Task inputs section start
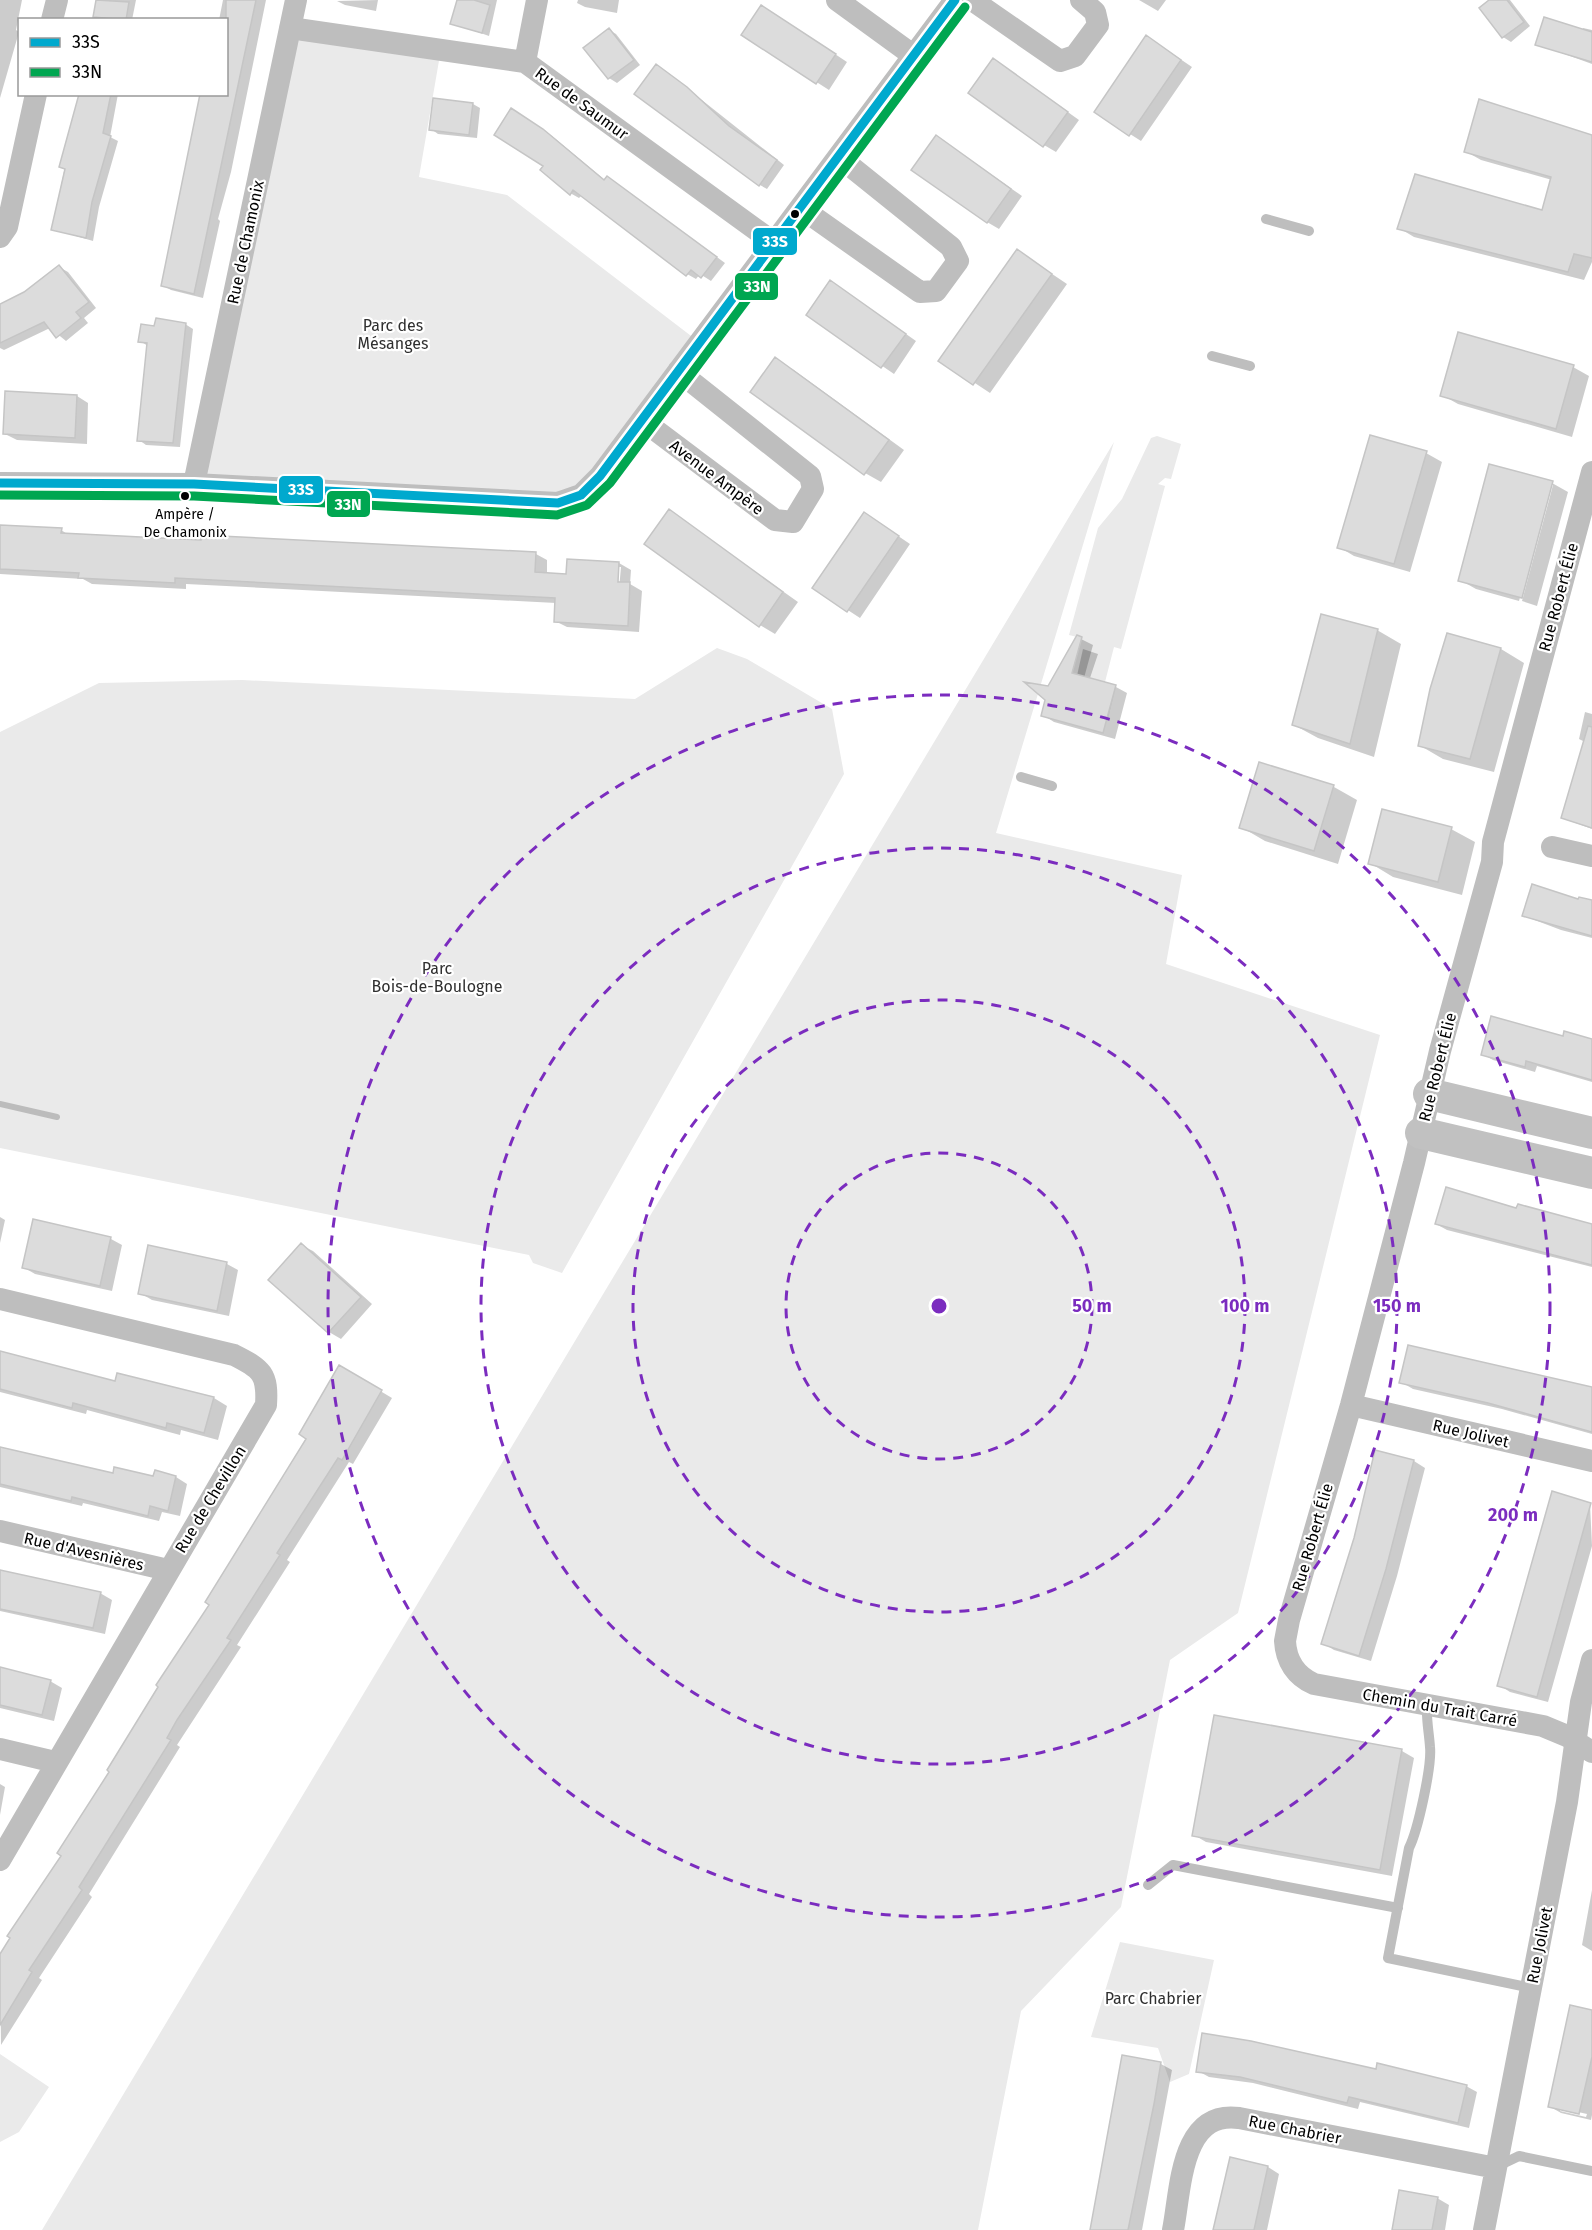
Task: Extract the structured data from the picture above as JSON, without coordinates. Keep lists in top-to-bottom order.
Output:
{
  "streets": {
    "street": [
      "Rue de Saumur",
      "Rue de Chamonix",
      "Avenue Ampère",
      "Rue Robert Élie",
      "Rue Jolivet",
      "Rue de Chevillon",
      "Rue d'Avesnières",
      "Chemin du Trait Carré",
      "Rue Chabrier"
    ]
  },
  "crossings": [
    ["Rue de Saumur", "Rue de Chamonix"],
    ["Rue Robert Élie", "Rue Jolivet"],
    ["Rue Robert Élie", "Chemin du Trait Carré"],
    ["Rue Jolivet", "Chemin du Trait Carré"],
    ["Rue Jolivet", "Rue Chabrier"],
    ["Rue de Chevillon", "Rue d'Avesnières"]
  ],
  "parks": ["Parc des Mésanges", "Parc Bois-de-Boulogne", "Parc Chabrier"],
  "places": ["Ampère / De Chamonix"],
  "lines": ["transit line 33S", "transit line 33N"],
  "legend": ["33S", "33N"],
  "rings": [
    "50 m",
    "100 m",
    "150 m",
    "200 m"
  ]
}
Task inputs section end
Task inputs section start
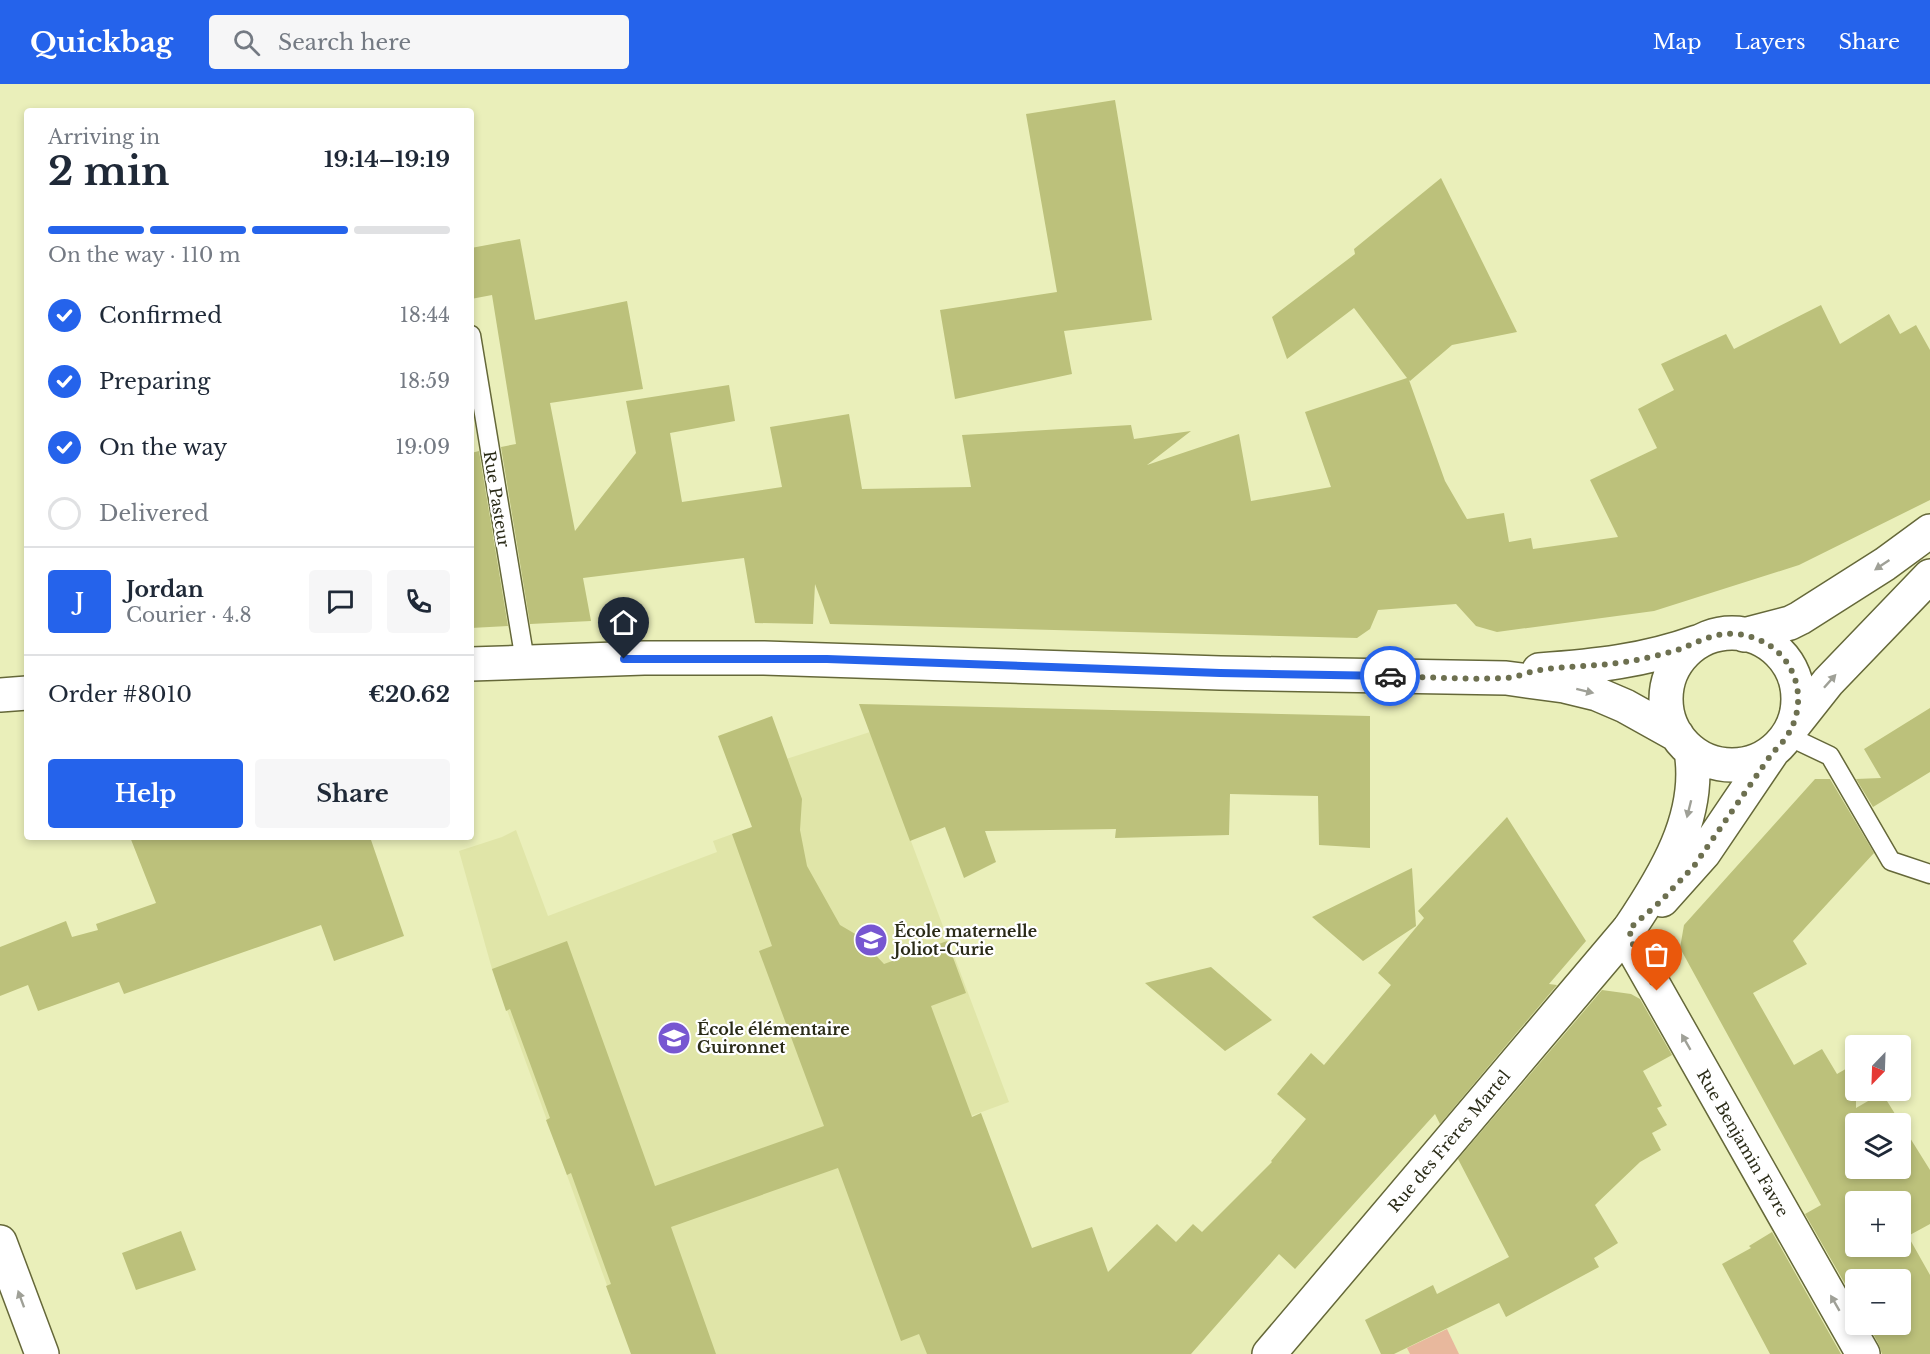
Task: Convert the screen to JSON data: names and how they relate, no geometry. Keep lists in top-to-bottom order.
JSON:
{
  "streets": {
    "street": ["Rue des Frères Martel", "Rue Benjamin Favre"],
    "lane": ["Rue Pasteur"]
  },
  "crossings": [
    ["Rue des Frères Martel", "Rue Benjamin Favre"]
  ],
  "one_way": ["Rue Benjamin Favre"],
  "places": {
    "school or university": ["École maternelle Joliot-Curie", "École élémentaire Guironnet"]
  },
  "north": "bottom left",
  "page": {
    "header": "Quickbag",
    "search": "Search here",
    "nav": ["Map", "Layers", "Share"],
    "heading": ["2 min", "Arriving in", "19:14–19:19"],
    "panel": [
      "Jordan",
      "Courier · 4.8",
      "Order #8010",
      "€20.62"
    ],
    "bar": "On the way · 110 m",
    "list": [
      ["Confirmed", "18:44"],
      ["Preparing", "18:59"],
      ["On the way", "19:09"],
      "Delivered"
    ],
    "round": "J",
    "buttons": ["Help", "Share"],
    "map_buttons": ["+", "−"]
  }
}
Task inputs section end
▶ **Your instructions**: Identify every line above that includes the word "Keep", and show those lines.

▶ **Response**:
Task: Extract the structured data from the picture above as JSON, without coordinates. Keep lists in top-to-bottom order.
Task: Convert the screen to JSON data: names and how they relate, no geometry. Keep lists in top-to-bottom order.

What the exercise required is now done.